A Prefect 3 TaskRunner that submits tasks to SLURM clusters via submitit

Project description

prefect-submitit

A Prefect 3 TaskRunner that submits tasks to SLURM clusters via submitit.

Features

  • sbatch submission -- submit individual tasks as SLURM jobs and task.map() calls as job arrays, with automatic chunking when arrays exceed cluster limits
  • srun submission -- run tasks as srun steps within an existing allocation (salloc), avoiding per-task scheduling overhead
  • Batched execution -- group multiple items per SLURM job with units_per_worker to reduce scheduling overhead (works with both sbatch and srun modes)
  • Local mode -- swap to local execution for development without changing your flow code
  • Prefect UI integration -- task run names include SLURM job IDs for easy cross-referencing with squeue/sacct

Requirements

  • Python >= 3.12
  • Prefect >= 3.6, < 4.0
  • SLURM cluster (for sbatch/srun modes) or Docker (for local development)

Installation

pip install prefect-submitit

With pixi:

pixi add prefect-submitit

With conda:

conda install -c conda-forge prefect-submitit

Quick start

from prefect import flow, task
from prefect_submitit import SlurmTaskRunner


@task
def add(x: int, y: int) -> int:
    return x + y


@flow(task_runner=SlurmTaskRunner(partition="cpu", time_limit="00:10:00"))
def my_flow():
    # Single task
    future = add.submit(1, 2)
    print(future.result())  # 3

    # Map over inputs (submitted as a SLURM job array)
    futures = add.map([1, 2, 3], [4, 5, 6])
    print([f.result() for f in futures])  # [5, 7, 9]

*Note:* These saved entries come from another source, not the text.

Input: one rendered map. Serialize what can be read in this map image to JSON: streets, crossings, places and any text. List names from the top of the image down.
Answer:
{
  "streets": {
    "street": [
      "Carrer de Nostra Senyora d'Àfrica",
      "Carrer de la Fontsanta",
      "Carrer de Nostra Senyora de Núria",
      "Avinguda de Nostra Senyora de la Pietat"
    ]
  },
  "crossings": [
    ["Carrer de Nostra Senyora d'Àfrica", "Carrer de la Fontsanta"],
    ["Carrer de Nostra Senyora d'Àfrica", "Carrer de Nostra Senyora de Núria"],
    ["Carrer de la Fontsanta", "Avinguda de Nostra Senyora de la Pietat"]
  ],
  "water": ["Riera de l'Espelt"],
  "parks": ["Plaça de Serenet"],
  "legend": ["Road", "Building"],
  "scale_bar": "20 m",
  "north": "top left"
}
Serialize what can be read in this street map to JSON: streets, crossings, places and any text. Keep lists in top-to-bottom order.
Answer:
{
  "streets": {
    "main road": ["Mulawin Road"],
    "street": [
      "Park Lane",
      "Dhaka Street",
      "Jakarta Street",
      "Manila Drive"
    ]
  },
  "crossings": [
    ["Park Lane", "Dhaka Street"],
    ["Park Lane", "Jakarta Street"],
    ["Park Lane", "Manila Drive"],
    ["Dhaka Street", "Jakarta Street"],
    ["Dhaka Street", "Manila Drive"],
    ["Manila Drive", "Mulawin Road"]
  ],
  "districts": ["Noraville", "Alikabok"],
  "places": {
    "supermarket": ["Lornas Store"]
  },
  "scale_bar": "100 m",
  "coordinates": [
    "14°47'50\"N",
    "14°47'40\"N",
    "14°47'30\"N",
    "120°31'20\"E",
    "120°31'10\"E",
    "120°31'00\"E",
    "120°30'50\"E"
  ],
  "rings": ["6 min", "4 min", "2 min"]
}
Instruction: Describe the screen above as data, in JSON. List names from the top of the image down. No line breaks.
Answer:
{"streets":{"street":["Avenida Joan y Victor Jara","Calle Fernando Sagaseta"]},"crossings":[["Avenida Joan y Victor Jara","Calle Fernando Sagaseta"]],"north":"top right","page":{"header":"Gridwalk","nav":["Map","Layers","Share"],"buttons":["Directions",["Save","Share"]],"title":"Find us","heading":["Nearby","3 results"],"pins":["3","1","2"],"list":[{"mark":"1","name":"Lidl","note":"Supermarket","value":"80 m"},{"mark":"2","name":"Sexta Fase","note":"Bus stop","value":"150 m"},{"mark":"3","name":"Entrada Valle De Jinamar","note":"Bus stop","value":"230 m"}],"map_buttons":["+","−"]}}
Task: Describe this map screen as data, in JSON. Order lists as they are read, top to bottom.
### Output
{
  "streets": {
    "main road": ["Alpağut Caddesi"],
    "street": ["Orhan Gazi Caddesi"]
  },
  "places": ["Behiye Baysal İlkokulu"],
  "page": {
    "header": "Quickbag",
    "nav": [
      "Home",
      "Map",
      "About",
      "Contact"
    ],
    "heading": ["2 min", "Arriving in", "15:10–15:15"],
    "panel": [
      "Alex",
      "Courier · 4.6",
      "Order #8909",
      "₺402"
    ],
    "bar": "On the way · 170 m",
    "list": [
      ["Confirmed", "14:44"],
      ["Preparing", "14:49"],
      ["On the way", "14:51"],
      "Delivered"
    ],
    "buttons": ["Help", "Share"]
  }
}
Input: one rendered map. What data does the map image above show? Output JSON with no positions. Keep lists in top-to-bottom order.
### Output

if __name__ == "__main__":
    my_flow()

Execution modes

The runner supports three execution modes, selected via the execution_mode parameter or the SLURM_TASKRUNNER_BACKEND environment variable (slurm, srun, or local):

Mode Dispatch Requires Best for
slurm sbatch SLURM access Batch workloads
srun srun Active allocation (SLURM_JOB_ID) Interactive / low-latency
local None Nothing Development and testing

slurm (default)

Each .submit() becomes a SLURM job via sbatch. Each .map() becomes a job array with automatic chunking when the array exceeds cluster limits.

SlurmTaskRunner(execution_mode="slurm", partition="gpu", gpus_per_node=1)

srun

Runs tasks as srun steps inside an existing SLURM allocation. Requires a prior salloc or sbatch session with SLURM_JOB_ID set. Avoids per-task scheduling overhead, making it suited for many small tasks sharing a single allocation.

salloc -N2 --mem=32G --time=02:00:00 -- python my_flow.py
SlurmTaskRunner(execution_mode="srun", mem_gb=4, cpus_per_task=2)

local

Runs tasks locally via submitit's LocalExecutor. SLURM parameters are ignored. For development and testing without a cluster.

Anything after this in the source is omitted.